In the third year of the pandemic, just as unsurprising as Biden’s illness is the pressure for the White House to leverage it as a statement on the right approach to COVID control. In 2020, Trump alarmed experts by peeling off his mask and walking into the White House just after being discharged from the hospital that treated him for COVID. Nearly two years later, Biden, to begin with, is apparently modeling some version of business as usual: The White House has already announced that he “continues to carry out the full duties of the office while in isolation” … which somehow involves the country’s chief decision maker tweeting out maskless photos (taken by someone else, presumably) of him doing paperwork at his desk.
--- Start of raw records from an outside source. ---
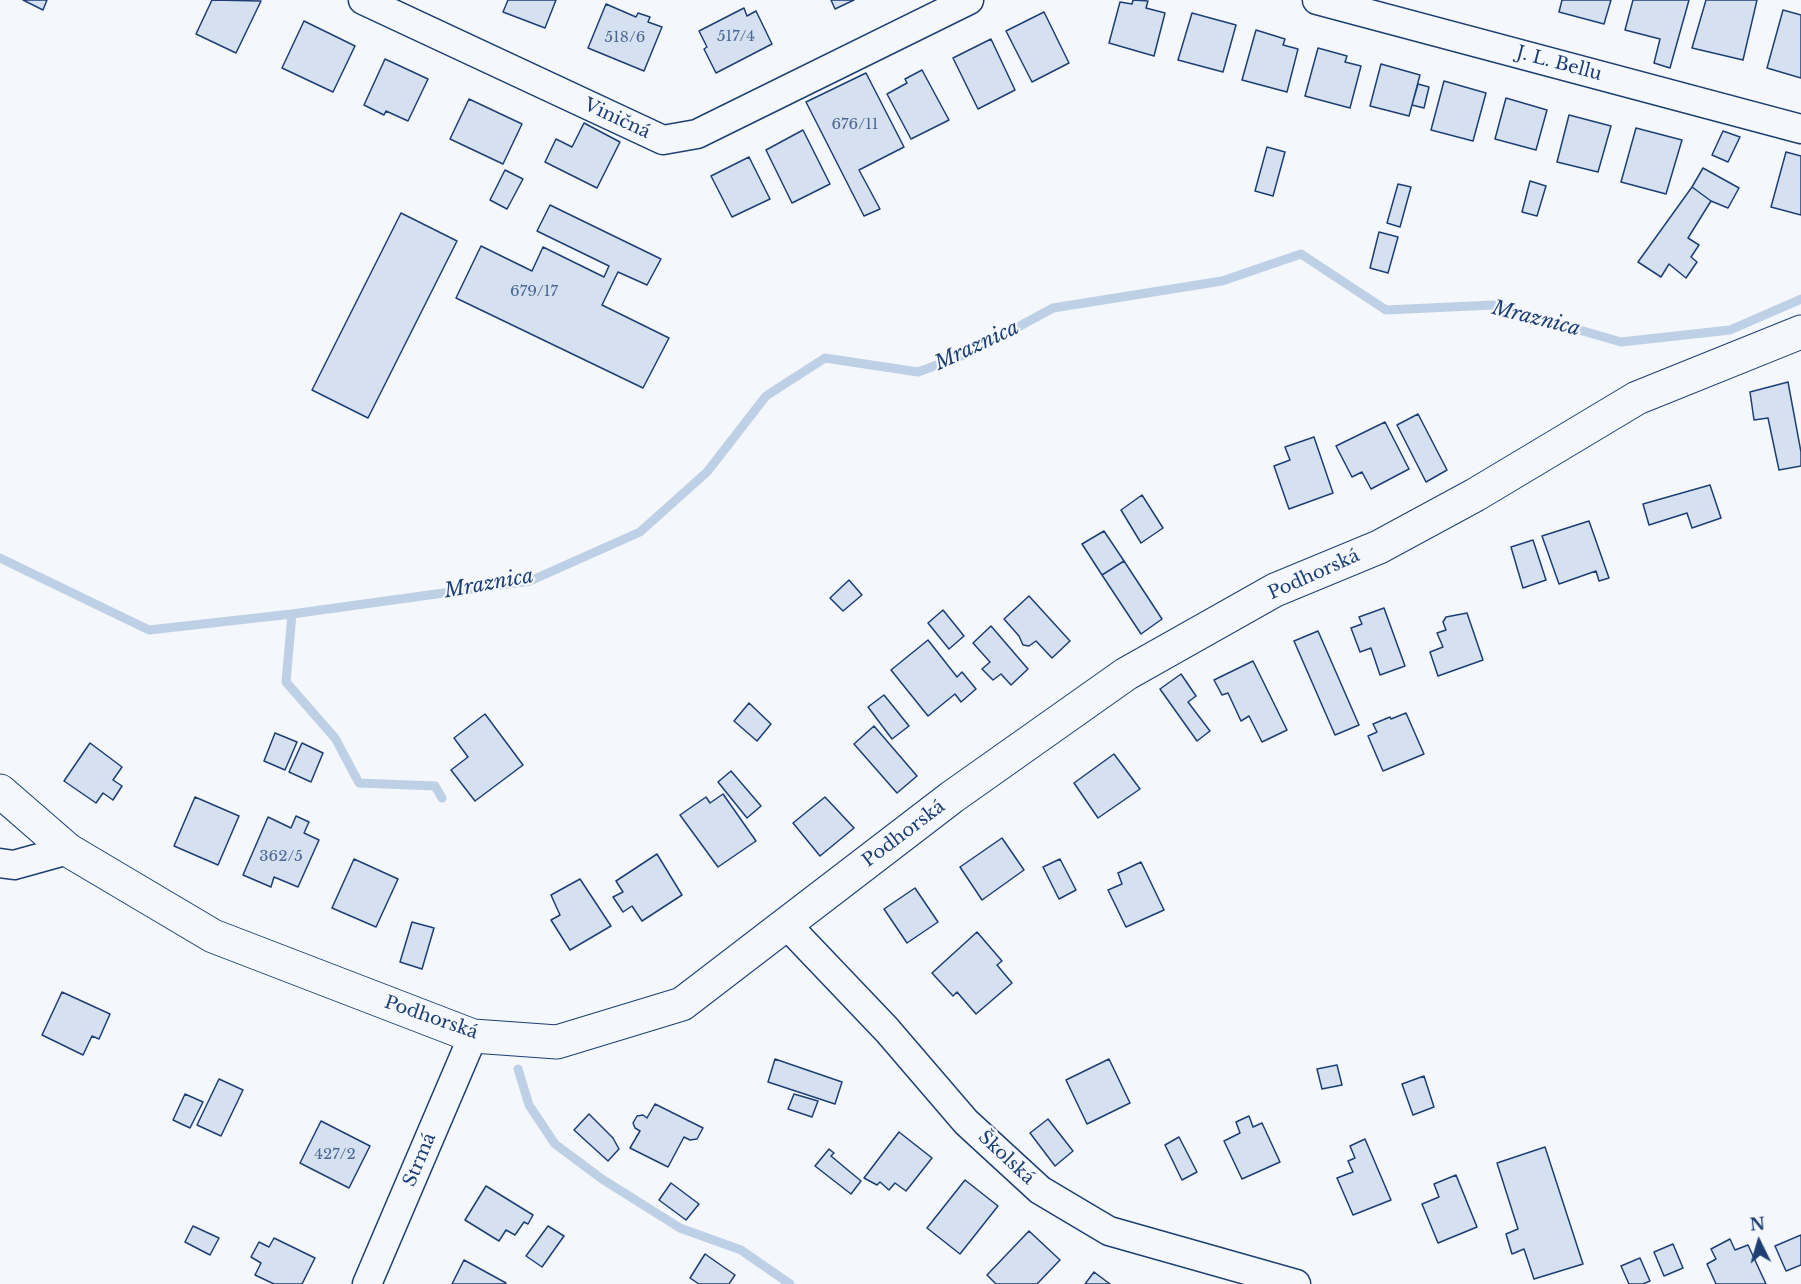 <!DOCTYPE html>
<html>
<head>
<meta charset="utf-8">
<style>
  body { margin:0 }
  #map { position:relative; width:1801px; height:1284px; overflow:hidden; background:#f4f7fb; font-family:"Libre Baskerville",serif }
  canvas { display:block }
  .north { position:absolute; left:1729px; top:1212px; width:60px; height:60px; -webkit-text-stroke:4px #f4f7fb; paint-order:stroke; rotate:355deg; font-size:16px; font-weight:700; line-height:24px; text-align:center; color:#1d3f73 }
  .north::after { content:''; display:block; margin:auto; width:21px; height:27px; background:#1d3f73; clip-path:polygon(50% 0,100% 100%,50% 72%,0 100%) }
</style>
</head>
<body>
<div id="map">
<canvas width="1801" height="1284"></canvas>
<div class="north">N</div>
</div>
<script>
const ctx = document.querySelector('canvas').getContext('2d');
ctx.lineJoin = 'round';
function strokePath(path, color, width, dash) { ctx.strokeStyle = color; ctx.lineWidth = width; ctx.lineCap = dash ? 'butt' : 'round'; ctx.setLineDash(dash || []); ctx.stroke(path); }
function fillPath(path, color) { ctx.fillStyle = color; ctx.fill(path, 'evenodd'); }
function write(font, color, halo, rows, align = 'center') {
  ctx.font = font + ' "Libre Baskerville",serif'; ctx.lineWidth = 4.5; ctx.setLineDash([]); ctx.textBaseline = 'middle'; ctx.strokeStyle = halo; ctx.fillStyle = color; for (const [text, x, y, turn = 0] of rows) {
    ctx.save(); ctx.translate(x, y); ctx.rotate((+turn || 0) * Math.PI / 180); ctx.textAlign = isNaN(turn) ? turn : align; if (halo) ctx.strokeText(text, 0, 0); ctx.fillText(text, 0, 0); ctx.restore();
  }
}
strokePath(new Path2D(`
  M 0,558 L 149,630 L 292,614 L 530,581 L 640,532 L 707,472 L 766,396 L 825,358 L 918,372 L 972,352 L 1053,308 L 1222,281 L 1301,254 L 1386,310 L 1493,305 L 1621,342 L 1730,330 L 1801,299
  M 292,614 L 286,682 L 335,738 L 359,783 L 435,786 L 442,798
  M 518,1069 L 529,1105 L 555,1144 L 602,1179 L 680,1228 L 741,1250 L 790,1284`), '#bed0e5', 9);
const building = new Path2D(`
  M 23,0 L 47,0 L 43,10 Z
  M 212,0 L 261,1 L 236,53 L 196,34 Z
  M 508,0 L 556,0 L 545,28 L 503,12 Z
  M 831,0 L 854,0 L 835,9 Z
  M 1133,0 L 1148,1 L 1146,8 L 1165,13 L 1154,56 L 1109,43 L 1120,2 L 1132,4 Z
  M 1562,0 L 1611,0 L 1604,24 L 1559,12 Z
  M 1633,0 L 1689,0 L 1670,68 L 1654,63 L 1660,39 L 1625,30 Z
  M 1706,0 L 1757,0 L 1743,60 L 1692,48 Z
  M 606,4 L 636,17 L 638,13 L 650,17 L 648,22 L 662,27 L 644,71 L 588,48 Z
  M 744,8 L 747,16 L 756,11 L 772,44 L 716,73 L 704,49 L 707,47 L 699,31 Z
  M 1783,10 L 1801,15 L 1801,78 L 1767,68 Z
  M 1044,12 L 1069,63 L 1032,82 L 1006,31 Z
  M 1192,13 L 1236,25 L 1223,72 L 1178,60 Z
  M 304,21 L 355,46 L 333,92 L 282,68 Z
  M 1256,30 L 1285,39 L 1283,45 L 1298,49 L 1287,92 L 1242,80 Z
  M 991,39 L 1015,90 L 978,109 L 953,58 Z
  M 1318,48 L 1347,56 L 1345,62 L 1361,66 L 1350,108 L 1305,96 Z
  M 385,59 L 428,79 L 408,121 L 386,111 L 384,115 L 364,105 Z
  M 1381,64 L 1420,75 L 1409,116 L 1370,106 Z
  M 922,70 L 949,120 L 911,139 L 887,94 L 907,83 L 905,79 Z
  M 866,73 L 904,147 L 859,170 L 880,209 L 864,216 L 806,102 Z
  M 1444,81 L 1486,93 L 1473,141 L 1431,130 Z
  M 1418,84 L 1429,87 L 1424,108 L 1412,105 Z
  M 1506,98 L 1547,110 L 1536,150 L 1495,139 Z
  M 469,99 L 522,124 L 503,164 L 450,139 Z
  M 1569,115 L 1611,126 L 1598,172 L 1557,162 Z
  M 584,123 L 620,142 L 597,188 L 545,162 L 556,139 L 572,147 Z
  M 1636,128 L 1682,140 L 1666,194 L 1621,182 Z
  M 803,130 L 830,184 L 792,203 L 766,150 Z
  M 1723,131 L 1740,137 L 1728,162 L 1712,155 Z
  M 1267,147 L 1285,152 L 1273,196 L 1255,191 Z
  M 1786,152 L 1801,156 L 1801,215 L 1771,207 Z
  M 749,157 L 770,199 L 732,217 L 711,176 Z
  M 1703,168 L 1739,188 L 1728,208 L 1711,201 L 1692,187 Z
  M 505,170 L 523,179 L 507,209 L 490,200 Z
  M 1530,181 L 1546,186 L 1537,216 L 1522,212 Z
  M 1398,184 L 1411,187 L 1400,227 L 1387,223 Z
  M 1692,187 L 1711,201 L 1688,238 L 1699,245 L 1691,257 L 1697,262 L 1686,278 L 1669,264 L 1661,277 L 1638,262 Z
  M 550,205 L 661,259 L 647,285 L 618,272 L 602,305 L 669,338 L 643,388 L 456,298 L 481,246 L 532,271 L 543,247 L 604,277 L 609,266 L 537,231 Z
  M 401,213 L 457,241 L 368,418 L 312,390 Z
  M 1379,232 L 1398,237 L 1388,273 L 1370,268 Z
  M 1788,382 L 1801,452 L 1801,466 L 1779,470 L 1768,418 L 1754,420 L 1750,392 Z
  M 1418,414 L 1447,470 L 1426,482 L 1397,425 Z
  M 1385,422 L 1409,469 L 1371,489 L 1362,472 L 1352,477 L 1336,446 Z
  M 1314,437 L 1333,493 L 1289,509 L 1274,466 L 1290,460 L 1285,447 Z
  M 1710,485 L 1721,518 L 1692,528 L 1687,513 L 1649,525 L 1643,504 Z
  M 1142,495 L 1163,528 L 1141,543 L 1121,510 Z
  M 1589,521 L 1609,578 L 1599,581 L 1596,571 L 1559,584 L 1542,536 Z
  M 1104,531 L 1124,561 L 1102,575 L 1082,544 Z
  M 1533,540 L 1546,580 L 1523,588 L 1511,547 Z
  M 1124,561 L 1162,619 L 1141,634 L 1102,575 Z
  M 849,580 L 862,595 L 843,611 L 830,598 Z
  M 1029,596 L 1070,641 L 1052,658 L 1036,641 L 1029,646 L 1023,645 L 1019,636 L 1004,619 Z
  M 1384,608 L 1405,666 L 1380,675 L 1371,648 L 1360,652 L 1351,628 L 1362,624 L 1359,617 Z
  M 943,610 L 964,636 L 949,649 L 928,623 Z
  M 1467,613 L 1483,660 L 1438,676 L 1430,652 L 1443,647 L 1437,633 L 1446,630 L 1443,622 L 1446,617 Z
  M 991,626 L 1028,669 L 1011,685 L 1001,674 L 993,680 L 982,669 L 990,662 L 973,643 Z
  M 1318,631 L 1359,725 L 1335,735 L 1294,641 Z
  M 928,640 L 957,677 L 962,672 L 976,689 L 961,702 L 955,694 L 928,716 L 891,670 Z
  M 1253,661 L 1287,730 L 1262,742 L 1249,716 L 1241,721 L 1228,693 L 1222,695 L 1214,680 Z
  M 1181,674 L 1196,696 L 1188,702 L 1210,731 L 1197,741 L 1160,689 Z
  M 884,695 L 909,726 L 892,739 L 868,707 Z
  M 749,703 L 771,724 L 757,741 L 734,721 Z
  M 1406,713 L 1424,754 L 1383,771 L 1368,736 L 1377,732 L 1373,724 L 1390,717 L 1391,719 Z
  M 485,714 L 523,765 L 475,801 L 451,770 L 468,757 L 454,738 Z
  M 874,726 L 917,776 L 897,793 L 854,744 Z
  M 275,733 L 297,742 L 285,770 L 264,761 Z
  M 90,743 L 122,767 L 113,780 L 122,786 L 113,800 L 103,793 L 96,803 L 64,781 Z
  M 302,743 L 323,753 L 311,782 L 289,772 Z
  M 1114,754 L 1140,789 L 1098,818 L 1074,783 Z
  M 731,771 L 761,806 L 747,818 L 718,782 Z
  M 723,794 L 756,841 L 718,867 L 680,815 L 706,797 L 710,803 Z
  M 195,797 L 239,816 L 218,865 L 174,846 Z
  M 825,797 L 854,828 L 820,856 L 793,823 Z
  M 296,816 L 309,822 L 304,833 L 319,840 L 298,887 L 274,877 L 271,887 L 243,875 L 268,817 L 291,828 Z
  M 1002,838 L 1024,870 L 982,900 L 960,867 Z
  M 657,854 L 682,895 L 642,921 L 632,906 L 623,912 L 613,897 L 623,892 L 616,881 Z
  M 354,859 L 398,879 L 376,927 L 332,908 Z
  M 1060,859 L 1076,890 L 1059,899 L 1043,867 Z
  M 1141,862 L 1164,910 L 1126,927 L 1108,890 L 1122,884 L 1118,873 Z
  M 580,879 L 611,926 L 570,950 L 551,920 L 560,915 L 551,895 Z
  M 915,888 L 938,922 L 907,943 L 884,909 Z
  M 412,922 L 434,928 L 422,969 L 400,962 Z
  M 977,932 L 1002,961 L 997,965 L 1012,983 L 976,1014 L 957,992 L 953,996 L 932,973 Z
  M 62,992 L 110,1014 L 99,1039 L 92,1036 L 83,1055 L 42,1035 Z
  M 775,1059 L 842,1082 L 835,1104 L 768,1082 Z
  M 1109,1059 L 1130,1103 L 1087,1124 L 1066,1080 Z
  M 1337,1065 L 1342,1085 L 1322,1089 L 1317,1069 Z
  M 1424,1076 L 1434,1107 L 1413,1115 L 1402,1084 Z
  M 219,1079 L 243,1090 L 221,1136 L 197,1125 Z
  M 185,1094 L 203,1102 L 190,1128 L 173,1120 Z
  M 794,1094 L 818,1101 L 812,1117 L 788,1109 Z
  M 655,1104 L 703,1128 L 697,1139 L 690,1140 L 684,1137 L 668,1167 L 630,1148 L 640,1131 L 635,1128 L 633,1123 L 637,1116 L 643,1115 L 647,1118 Z
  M 589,1114 L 613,1138 L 619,1149 L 608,1161 L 574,1130 Z
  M 1249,1116 L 1253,1127 L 1262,1123 L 1280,1162 L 1242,1179 L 1224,1141 L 1240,1133 L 1236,1122 Z
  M 1048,1119 L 1073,1151 L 1055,1166 L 1030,1133 Z
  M 321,1121 L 370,1146 L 349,1188 L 300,1163 Z
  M 899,1132 L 932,1158 L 906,1191 L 895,1183 L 889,1190 L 880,1182 L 877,1185 L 864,1178 Z
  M 1179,1137 L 1197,1172 L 1182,1180 L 1165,1145 Z
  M 1365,1139 L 1391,1200 L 1353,1215 L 1337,1178 L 1353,1172 L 1348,1161 L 1355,1158 L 1350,1146 Z
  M 1545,1147 L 1583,1264 L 1534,1279 L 1524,1249 L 1512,1254 L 1506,1234 L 1518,1229 L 1497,1163 Z
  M 829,1149 L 834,1153 L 831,1156 L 861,1181 L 851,1194 L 815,1166 Z
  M 1456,1175 L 1477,1227 L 1438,1243 L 1422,1204 L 1439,1197 L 1434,1184 Z
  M 965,1180 L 998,1206 L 960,1254 L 927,1228 Z
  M 671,1183 L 699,1204 L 686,1220 L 659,1200 Z
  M 486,1186 L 533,1215 L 528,1224 L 524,1222 L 515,1235 L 506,1230 L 499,1241 L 465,1220 Z
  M 193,1226 L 219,1238 L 210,1255 L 185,1242 Z
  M 548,1226 L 564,1236 L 542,1267 L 526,1256 Z
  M 1029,1231 L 1060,1260 L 1037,1284 L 996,1284 L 987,1275 Z
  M 1801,1235 L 1801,1265 L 1786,1271 L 1775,1246 Z
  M 274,1238 L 315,1258 L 302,1284 L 274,1284 L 255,1275 L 261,1263 L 251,1257 L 259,1242 L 269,1247 Z
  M 1730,1239 L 1735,1250 L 1748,1245 L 1766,1284 L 1716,1284 L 1707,1264 L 1716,1259 L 1711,1249 Z
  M 1673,1244 L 1683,1268 L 1664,1276 L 1654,1252 Z
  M 705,1254 L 735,1275 L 729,1284 L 699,1284 L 690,1278 Z
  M 1640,1258 L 1650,1281 L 1643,1284 L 1629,1284 L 1621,1266 Z
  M 464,1260 L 506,1283 L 505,1284 L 452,1284 Z
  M 1094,1272 L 1110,1284 L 1085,1284 Z`);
fillPath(building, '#d5e0f0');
strokePath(building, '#1d3f73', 1.5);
const minor = new Path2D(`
  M 363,0 L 663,140 L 697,134 L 969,0
  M 1317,0 L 1801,129
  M 0,863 L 14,865 L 68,850
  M 786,924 L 887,1030 L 966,1122 L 1040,1190 L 1109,1231 L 1296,1284
  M 367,1284 L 473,1036`);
const tertiary = new Path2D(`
  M 0,791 L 68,850 L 213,936 L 473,1036 L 557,1042 L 682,1004 L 952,797 L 1126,674 L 1275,590 L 1379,547 L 1475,495 L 1637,398 L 1801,332`);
strokePath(minor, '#1d3f73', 31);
strokePath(tertiary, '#1d3f73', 35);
strokePath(minor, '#f4f7fb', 28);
strokePath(tertiary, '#f4f7fb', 33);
write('15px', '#4b6792', null, [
  ["517/4",736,37],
  ["518/6",625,38],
  ["676/11",855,125],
  ["679/17",534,292],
  ["362/5",281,857],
  ["427/2",335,1155]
]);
write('18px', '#1d3f73', '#f4f7fb', [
  ["J. L. Bellu",1559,64,15],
  ["Viničná",617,119,25],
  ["Podhorská",1314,575,-24],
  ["Podhorská",904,834,-37],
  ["Podhorská",431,1018,19],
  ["Školská",1006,1158,43],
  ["Strmá",420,1160,-67]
]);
write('italic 20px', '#1d3f73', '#f4f7fb', [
  ["Mraznica",1536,319,14],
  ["Mraznica",977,346,-25],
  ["Mraznica",489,584,-10]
]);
</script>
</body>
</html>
But, like Trump’s, Biden’s experience—including any performative professional displays—is still an exception among exceptions. “The president, as we would want, has access to therapies,” says Utibe Essien, a physician and health-equity researcher at the University of Pittsburgh. “We would hope that everyone should.”
They do not. Although the White House has made plenty of noise about the need for funding to keep the country awash in tests, treatments, and vaccines, Congress has not provided those resources, and the administration has not marshaled the political will to change that situation. Nor has it sparked the enthusiasm necessary to reignite America’s pandemic response where it has flagged. Cases remain undercounted; tests remain underused. Vaccination rates—especially boosting rates—remain worrisomely low. Effective treatments have been collecting dust on shelves amid enormous disparities in access. And gathering restrictions and masks are now mostly mitigation measures of the past, even though the CDC’s loosened guidelines currently recommend that people in more than a third the country’s counties should be covering their face to control the coronavirus’s spread. At the beginning of this month, in a Fourth of July celebration, the president crowed that the country was “closer than ever to declaring our independence from a deadly virus”; weeks later, he is playing host to that same foe. And although he might have had access to the tools needed to combat it, “that doesn’t mean they’re going into the hands of the people who need them,” Essien told me.
That the president’s infection happened now, during the nation’s roiling, months-long, multi-subvariant wave, speaks to the bad cycle that the country has found itself in. The current surge shows few signs of slowing; more iterations of the virus are undoubtedly on their way. And yet little is being done in response to the danger, let alone as a preventive to keep the situation from going further off the rails. The U.S. has defaulted to acceptance, Sosin told me, of the status quo: uncontrolled transmission, viral evolution on loop.
Biden could have delayed his encounter with the disease a bit longer, buying time for the development of even better antivirals, clarity on the risks of long COVID, or, at the very least, fall’s highly anticipated BA.4/5 vaccine update. Doing that, though, would have required more investment—from him, perhaps, as an individual, but in particular from his country, under his leadership, to collectively tamp down transmission. In this current environment, however, “the virus has that many more pathways to spread through the community,” Bell told me—up to and including the president.